[Data extracted from a collection]

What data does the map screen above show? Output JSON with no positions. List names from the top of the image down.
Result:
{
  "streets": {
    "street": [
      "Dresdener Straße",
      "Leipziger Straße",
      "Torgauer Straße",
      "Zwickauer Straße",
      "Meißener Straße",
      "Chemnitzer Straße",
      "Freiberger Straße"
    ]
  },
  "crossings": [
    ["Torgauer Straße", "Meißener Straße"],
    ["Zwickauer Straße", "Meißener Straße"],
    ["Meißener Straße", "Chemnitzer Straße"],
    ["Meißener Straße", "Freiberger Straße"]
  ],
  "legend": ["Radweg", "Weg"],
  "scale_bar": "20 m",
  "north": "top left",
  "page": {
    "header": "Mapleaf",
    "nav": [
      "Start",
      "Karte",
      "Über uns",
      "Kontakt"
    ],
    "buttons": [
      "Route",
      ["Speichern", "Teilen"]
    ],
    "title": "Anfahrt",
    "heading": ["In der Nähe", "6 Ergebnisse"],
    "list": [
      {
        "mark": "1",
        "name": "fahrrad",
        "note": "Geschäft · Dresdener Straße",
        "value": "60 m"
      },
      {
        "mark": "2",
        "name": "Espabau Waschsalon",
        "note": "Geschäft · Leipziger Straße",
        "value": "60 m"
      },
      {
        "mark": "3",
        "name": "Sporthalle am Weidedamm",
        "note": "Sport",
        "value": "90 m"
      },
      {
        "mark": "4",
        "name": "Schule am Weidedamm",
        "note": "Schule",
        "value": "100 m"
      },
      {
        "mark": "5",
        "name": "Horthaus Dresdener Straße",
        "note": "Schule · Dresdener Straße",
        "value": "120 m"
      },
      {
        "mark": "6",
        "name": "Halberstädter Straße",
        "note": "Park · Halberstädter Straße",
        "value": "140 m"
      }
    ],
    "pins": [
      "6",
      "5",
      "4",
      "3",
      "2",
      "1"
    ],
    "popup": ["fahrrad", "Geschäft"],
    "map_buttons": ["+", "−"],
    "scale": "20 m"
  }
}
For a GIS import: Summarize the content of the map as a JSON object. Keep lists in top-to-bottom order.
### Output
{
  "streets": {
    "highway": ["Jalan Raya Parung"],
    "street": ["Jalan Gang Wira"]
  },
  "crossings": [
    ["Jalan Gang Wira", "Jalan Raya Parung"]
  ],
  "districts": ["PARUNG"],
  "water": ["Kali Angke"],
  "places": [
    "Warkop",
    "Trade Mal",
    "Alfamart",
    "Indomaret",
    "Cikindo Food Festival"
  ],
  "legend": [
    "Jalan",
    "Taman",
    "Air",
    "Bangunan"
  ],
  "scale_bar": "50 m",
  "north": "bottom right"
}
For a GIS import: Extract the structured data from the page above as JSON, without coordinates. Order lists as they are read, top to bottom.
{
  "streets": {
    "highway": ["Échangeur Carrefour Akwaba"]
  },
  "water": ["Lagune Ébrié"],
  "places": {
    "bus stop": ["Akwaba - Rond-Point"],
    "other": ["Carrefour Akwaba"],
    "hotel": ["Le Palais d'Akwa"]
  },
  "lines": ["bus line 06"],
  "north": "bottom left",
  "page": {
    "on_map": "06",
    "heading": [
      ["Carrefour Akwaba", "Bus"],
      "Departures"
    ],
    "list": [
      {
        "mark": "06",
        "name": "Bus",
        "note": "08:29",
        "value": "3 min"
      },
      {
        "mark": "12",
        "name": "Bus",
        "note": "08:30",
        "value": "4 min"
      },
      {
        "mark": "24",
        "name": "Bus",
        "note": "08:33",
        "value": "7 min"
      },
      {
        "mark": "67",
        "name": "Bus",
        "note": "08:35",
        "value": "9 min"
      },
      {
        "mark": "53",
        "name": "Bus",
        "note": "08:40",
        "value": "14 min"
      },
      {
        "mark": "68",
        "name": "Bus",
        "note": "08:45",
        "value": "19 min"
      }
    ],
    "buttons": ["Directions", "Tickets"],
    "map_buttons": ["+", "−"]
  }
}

### Task
Go through the entries above and say how many lines include the word "JSON". Give the number only.

### Written solution
3